Il aurait dû faire sa première rentrée des classes en tant que titulaire il y a un an. Mais Baptiste (il souhaite rester anonyme, comme les autres personnes citées par leurs prénoms), 25 ans, a choisi de « s’échapper » avant. Quatre mois à enseigner la musique comme professeur stagiaire dans un collège de Douai (Nord) lui ont suffi à prendre sa décision : en janvier 2020, il a posté sa lettre de démission.

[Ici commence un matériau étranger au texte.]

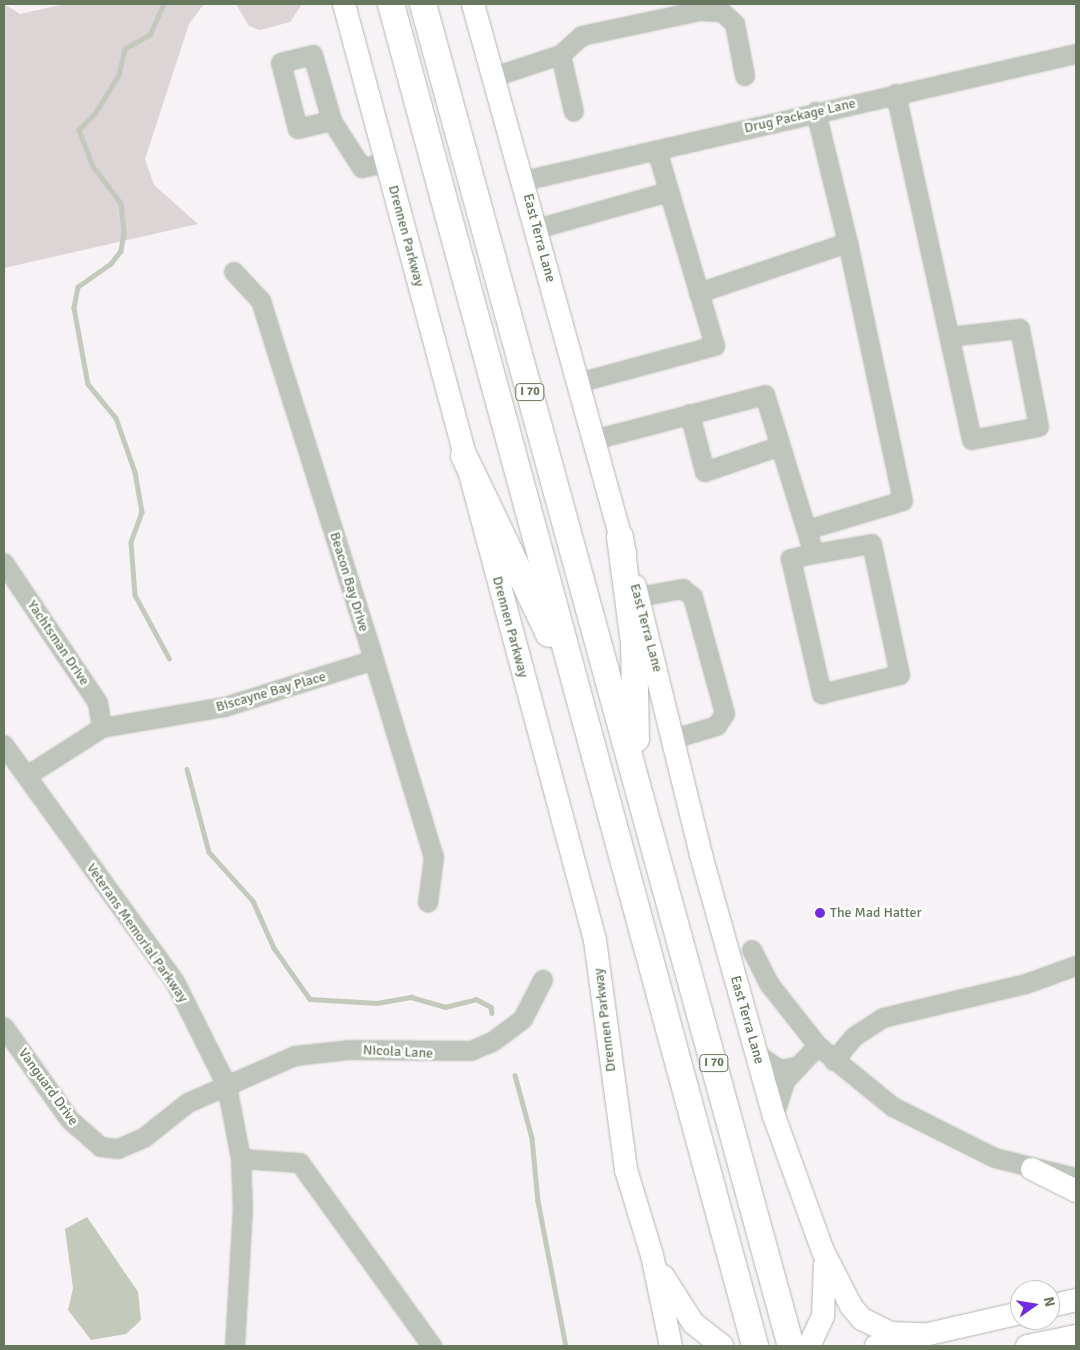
<!DOCTYPE html>
<style>
body{margin:0}
#map{position:relative;width:1080px;height:1350px;overflow:hidden;background:#f6f2f5;font-family:Signika,sans-serif}
div>[style]{position:absolute}
.green>*{inset:0;background:#ddd4d6}
.water>*{inset:0;background:#c3c9bb}
.stream>*{height:4.5px;margin:-2.25px;padding:0 2.25px;transform-origin:2.25px;border-radius:2.25px;background:#c3c9bb}
.roads{filter:drop-shadow(0 0 1px #b2b7ae) drop-shadow(0 0 1px #b2b7ae)}
.minor>*{height:18px;margin:-9px;padding:0 9px;transform-origin:9px;border-radius:9px;background:#bfc5bc}
.major>*{height:22px;margin:-11px;padding:0 11px;transform-origin:11px;border-radius:11px;background:#fff}
.highway>*{height:26px;margin:-13px;padding:0 13px;transform-origin:13px;border-radius:13px;background:#fff}
.dots>*{width:14px;height:14px;translate:-50% -50%;box-sizing:border-box;border:2px solid #fff;border-radius:50%}
span{translate:-50% -50%;white-space:nowrap;text-align:center;line-height:1.15;-webkit-text-stroke:5px #fff;paint-order:stroke}
.shield-label span{padding:1px 4px;background:#fff;border:1px solid;border-radius:4px;-webkit-text-stroke-width:0}
.shield-label{font-size:12px;color:#67785e;font-weight:700}
.street-label{font-size:14px;color:#67785e}
.poi-label{font-size:14px;color:#67785e}
.left{translate:0 -50%;text-align:left}
.frame{position:absolute;inset:0;border:5px solid #67785e;pointer-events:none}
.north{position:absolute;left:1010px;top:1280px;width:50px;height:50px;box-sizing:border-box;background:#fff;border:1px solid #c2c9bf;border-radius:50%;rotate:77deg;font-size:14px;font-weight:700;line-height:20px;text-align:center;color:#67785e}
.north::after{content:'';display:block;margin:auto;width:18px;height:22px;background:#722bdd;clip-path:polygon(50% 0,100% 100%,50% 72%,0 100%)}
</style>
<div id="map">
<div class="green">
<i style="clip-path:polygon(4px 4px,20px 14px,65px 4px,204px 4px,189px 24px,145px 159px,154px 185px,198px 224px,4px 268px)"></i>
<i style="clip-path:polygon(236px 4px,302px 4px,290px 22px,260px 30px,249px 26px)"></i>
</div>
<div class="water">
<i style="clip-path:polygon(87px 1217px,138px 1292px,141px 1320px,126px 1334px,91px 1340px,68px 1310px,73px 1288px,65px 1229px)"></i>
</div>
<div class="stream">
<i style="left:164px;top:4px;width:34px;rotate:114deg"></i>
<i style="left:150px;top:35px;width:29px;rotate:151deg"></i>
<i style="left:125px;top:49px;width:27px;rotate:103deg"></i>
<i style="left:119px;top:75px;width:46px;rotate:121.6deg"></i>
<i style="left:95px;top:114px;width:23px;rotate:135deg"></i>
<i style="left:79px;top:130px;width:39px;rotate:69deg"></i>
<i style="left:93px;top:166px;width:46px;rotate:52.9deg"></i>
<i style="left:121px;top:203px;width:29px;rotate:84deg"></i>
<i style="left:124px;top:232px;width:19px;rotate:99deg"></i>
<i style="left:121px;top:251px;width:16px;rotate:128deg"></i>
<i style="left:111px;top:264px;width:40px;rotate:145.1deg"></i>
<i style="left:78px;top:287px;width:21px;rotate:101deg"></i>
<i style="left:74px;top:308px;width:77px;rotate:79.6deg"></i>
<i style="left:88px;top:384px;width:44px;rotate:50.5deg"></i>
<i style="left:116px;top:418px;width:57px;rotate:70.6deg"></i>
<i style="left:135px;top:472px;width:41px;rotate:80.1deg"></i>
<i style="left:142px;top:512px;width:32px;rotate:110deg"></i>
<i style="left:131px;top:542px;width:53px;rotate:85.7deg"></i>
<i style="left:135px;top:595px;width:72px;rotate:61.6deg"></i>
<i style="left:187px;top:769px;width:86px;rotate:75.2deg"></i>
<i style="left:209px;top:852px;width:66px;rotate:48.1deg"></i>
<i style="left:253px;top:901px;width:51px;rotate:65.9deg"></i>
<i style="left:274px;top:948px;width:62px;rotate:54.8deg"></i>
<i style="left:310px;top:999px;width:67px;rotate:3.4deg"></i>
<i style="left:377px;top:1003px;width:35px;rotate:-10deg"></i>
<i style="left:411px;top:997px;width:35px;rotate:16deg"></i>
<i style="left:445px;top:1007px;width:32px;rotate:-14deg"></i>
<i style="left:476px;top:999px;width:17px;rotate:28deg"></i>
<i style="left:491px;top:1007px;width:6px;rotate:81deg"></i>
<i style="left:515px;top:1075px;width:65px;rotate:74.9deg"></i>
<i style="left:532px;top:1138px;width:63px;rotate:84.6deg"></i>
<i style="left:538px;top:1201px;width:148px;rotate:79.1deg"></i>
</div>
<div class="roads">
<div class="minor">
<i style="left:561px;top:55px;width:58px;rotate:77.2deg"></i>
<i style="left:494px;top:77px;width:71px;rotate:-18.2deg"></i>
<i style="left:561px;top:55px;width:28px;rotate:-42deg"></i>
<i style="left:582px;top:36px;width:121px;rotate:-12deg"></i>
<i style="left:700px;top:11px;width:22px;rotate:3deg"></i>
<i style="left:722px;top:12px;width:18px;rotate:43deg"></i>
<i style="left:735px;top:24px;width:53px;rotate:79.1deg"></i>
<i style="left:896px;top:94px;width:354px;rotate:77.6deg"></i>
<i style="left:972px;top:440px;width:68px;rotate:-11deg"></i>
<i style="left:1039px;top:427px;width:100px;rotate:-101deg"></i>
<i style="left:1020px;top:329px;width:70px;rotate:173.5deg"></i>
<i style="left:332px;top:121px;width:35px;rotate:167deg"></i>
<i style="left:298px;top:129px;width:68px;rotate:-104.4deg"></i>
<i style="left:281px;top:63px;width:33px;rotate:-14deg"></i>
<i style="left:313px;top:55px;width:69px;rotate:73.9deg"></i>
<i style="left:332px;top:121px;width:56px;rotate:57.4deg"></i>
<i style="left:362px;top:168px;width:25px;rotate:-12deg"></i>
<i style="left:524px;top:181px;width:566px;rotate:-12.96deg"></i>
<i style="left:537px;top:229px;width:137px;rotate:-15.7deg"></i>
<i style="left:234px;top:272px;width:40px;rotate:47deg"></i>
<i style="left:261px;top:301px;width:376px;rotate:72.5deg"></i>
<i style="left:374px;top:660px;width:206px;rotate:73.1deg"></i>
<i style="left:434px;top:857px;width:46px;rotate:97.4deg"></i>
<i style="left:699px;top:293px;width:157px;rotate:-18.6deg"></i>
<i style="left:848px;top:243px;width:135px;rotate:-103.7deg"></i>
<i style="left:578px;top:383px;width:142px;rotate:-15.1deg"></i>
<i style="left:715px;top:346px;width:204px;rotate:-106.5deg"></i>
<i style="left:690px;top:414px;width:60px;rotate:75.5deg"></i>
<i style="left:705px;top:472px;width:77px;rotate:-18.9deg"></i>
<i style="left:594px;top:440px;width:177px;rotate:-14.7deg"></i>
<i style="left:765px;top:395px;width:166px;rotate:72.9deg"></i>
<i style="left:814px;top:554px;width:24px;rotate:168deg"></i>
<i style="left:791px;top:559px;width:139px;rotate:77.1deg"></i>
<i style="left:822px;top:694px;width:80px;rotate:-13.7deg"></i>
<i style="left:900px;top:675px;width:134px;rotate:-102.1deg"></i>
<i style="left:872px;top:544px;width:59px;rotate:170.2deg"></i>
<i style="left:807px;top:530px;width:100px;rotate:-16.8deg"></i>
<i style="left:903px;top:501px;width:264px;rotate:-102deg"></i>
<i style="left:4px;top:563px;width:169px;rotate:56.1deg"></i>
<i style="left:98px;top:703px;width:25px;rotate:81deg"></i>
<i style="left:639px;top:597px;width:45px;rotate:-10.3deg"></i>
<i style="left:683px;top:589px;width:13px;rotate:39deg"></i>
<i style="left:693px;top:597px;width:121px;rotate:74.7deg"></i>
<i style="left:725px;top:714px;width:14px;rotate:124deg"></i>
<i style="left:717px;top:726px;width:45px;rotate:163.2deg"></i>
<i style="left:4px;top:745px;width:292px;rotate:54.2deg"></i>
<i style="left:175px;top:982px;width:116px;rotate:63.4deg"></i>
<i style="left:227px;top:1086px;width:74px;rotate:79.1deg"></i>
<i style="left:241px;top:1159px;width:49px;rotate:87.7deg"></i>
<i style="left:243px;top:1208px;width:138px;rotate:93.3deg"></i>
<i style="left:27px;top:776px;width:89px;rotate:-32.6deg"></i>
<i style="left:102px;top:728px;width:125px;rotate:-9.7deg"></i>
<i style="left:225px;top:707px;width:156px;rotate:-17.5deg"></i>
<i style="left:752px;top:950px;width:39px;rotate:63deg"></i>
<i style="left:770px;top:985px;width:78px;rotate:51.8deg"></i>
<i style="left:818px;top:1046px;width:97px;rotate:39.1deg"></i>
<i style="left:893px;top:1107px;width:114px;rotate:26.6deg"></i>
<i style="left:995px;top:1158px;width:83px;rotate:13.9deg"></i>
<i style="left:4px;top:1027px;width:114px;rotate:54.6deg"></i>
<i style="left:70px;top:1120px;width:41px;rotate:41.1deg"></i>
<i style="left:101px;top:1147px;width:17px;rotate:7deg"></i>
<i style="left:118px;top:1149px;width:28px;rotate:-23deg"></i>
<i style="left:144px;top:1138px;width:56px;rotate:-38.5deg"></i>
<i style="left:188px;top:1103px;width:117px;rotate:-23.7deg"></i>
<i style="left:295px;top:1056px;width:54px;rotate:-6.3deg"></i>
<i style="left:349px;top:1050px;width:122px;rotate:0.5deg"></i>
<i style="left:471px;top:1051px;width:25px;rotate:-23deg"></i>
<i style="left:494px;top:1041px;width:36px;rotate:-37deg"></i>
<i style="left:523px;top:1019px;width:44px;rotate:-62.9deg"></i>
<i style="left:757px;top:1054px;width:28px;rotate:35deg"></i>
<i style="left:780px;top:1070px;width:15px;rotate:-11deg"></i>
<i style="left:834px;top:1061px;width:31px;rotate:-50deg"></i>
<i style="left:854px;top:1037px;width:35px;rotate:-33deg"></i>
<i style="left:883px;top:1018px;width:147px;rotate:-13.4deg"></i>
<i style="left:1026px;top:984px;width:53px;rotate:-19.8deg"></i>
<i style="left:774px;top:1116px;width:38px;rotate:-72deg"></i>
<i style="left:786px;top:1080px;width:47px;rotate:-46.7deg"></i>
<i style="left:241px;top:1159px;width:59px;rotate:3.9deg"></i>
<i style="left:300px;top:1163px;width:226px;rotate:54.2deg"></i>
</div>
<div class="major">
<i style="left:344px;top:4px;width:969px;rotate:74.99deg"></i>
<i style="left:595px;top:940px;width:232px;rotate:82.3deg"></i>
<i style="left:626px;top:1170px;width:89px;rotate:73deg"></i>
<i style="left:652px;top:1255px;width:93px;rotate:78.2deg"></i>
<i style="left:473px;top:4px;width:570px;rotate:74.52deg"></i>
<i style="left:635px;top:586px;width:277px;rotate:76.2deg"></i>
<i style="left:701px;top:855px;width:271px;rotate:74.4deg"></i>
<i style="left:774px;top:1116px;width:144px;rotate:70.1deg"></i>
<i style="left:823px;top:1251px;width:62px;rotate:63deg"></i>
<i style="left:851px;top:1306px;width:17px;rotate:50deg"></i>
<i style="left:862px;top:1319px;width:32px;rotate:26deg"></i>
<i style="left:891px;top:1333px;width:33px;rotate:2deg"></i>
<i style="left:1032px;top:1169px;width:49px;rotate:26.6deg"></i>
<i style="left:663px;top:1276px;width:56px;rotate:57.4deg"></i>
<i style="left:693px;top:1323px;width:37px;rotate:38deg"></i>
<i style="left:1050px;top:1306px;width:27px;rotate:-13deg"></i>
<i style="left:809px;top:1346px;width:33px;rotate:-65deg"></i>
<i style="left:823px;top:1316px;width:52px;rotate:-87.8deg"></i>
<i style="left:876px;top:1346px;width:148px;rotate:-12.9deg"></i>
<i style="left:1027px;top:1346px;width:50px;rotate:-11.5deg"></i>
</div>
<div class="highway">
<i style="left:391px;top:4px;width:1390px;rotate:74.82deg"></i>
<i style="left:423px;top:4px;width:1392px;rotate:74.67deg"></i>
<i style="left:464px;top:456px;width:197px;rotate:64.5deg"></i>
<i style="left:620px;top:537px;width:108px;rotate:82.5deg"></i>
<i style="left:634px;top:644px;width:95px;rotate:88.8deg"></i>
</div>
</div>
<div class="dots">
<i style="left:820px;top:913px;background:#722bdd"></i>
</div>
<div class="shield-label">
<span style="left:530px;top:392px">I 70</span>
<span style="left:714px;top:1063px">I 70</span>
</div>
<div class="street-label">
<span style="left:800px;top:116px;rotate:-13deg">Drug Package Lane</span>
<span style="left:406px;top:236px;rotate:75deg">Drennen Parkway</span>
<span style="left:539px;top:238px;rotate:75deg">East Terra Lane</span>
<span style="left:349px;top:582px;rotate:73deg">Beacon Bay Drive</span>
<span style="left:510px;top:627px;rotate:75deg">Drennen Parkway</span>
<span style="left:646px;top:628px;rotate:75deg">East Terra Lane</span>
<span style="left:58px;top:643px;rotate:56deg">Yachtsman Drive</span>
<span style="left:271px;top:692px;rotate:-16deg">Biscayne Bay Place</span>
<span style="left:137px;top:933px;rotate:55deg">Veterans Memorial Parkway</span>
<span style="left:605px;top:1020px;rotate:-97deg">Drennen Parkway</span>
<span style="left:747px;top:1020px;rotate:74deg">East Terra Lane</span>
<span style="left:398px;top:1052px;rotate:3deg">Nicola Lane</span>
<span style="left:48px;top:1087px;rotate:54deg">Vanguard Drive</span>
</div>
<div class="poi-label">
<span class="left" style="left:830px;top:913px">The Mad Hatter</span>
</div>
<div class="frame"></div>
<div class="north">N</div>
</div>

« Il n’y a pas eu d’événement déclencheur, rapporte-t-il, ça se passait bien avec mes élèves, et même très bien lors des inspections, mais je ne me sentais pas à l’aise… Le fonctionnement, la vie de l’établissement : tout cela me semblait très éloigné de ma passion pour la musique. » Le jeune homme a « tenu l’année ». « Tu es fou : pourquoi faire ça après cinq ans d’études, un concours en poche [le Capes], et la sécurité de l’emploi ? », lui ont dit ses proches. Mais son choix était arrêté : en septembre, il n’a pas repris le chemin du collège, « sans temps perdu et sans regrets ». Il met désormais « toute son énergie » dans l’entreprise agricole familiale pour, espère-t-il, la « faire évoluer ».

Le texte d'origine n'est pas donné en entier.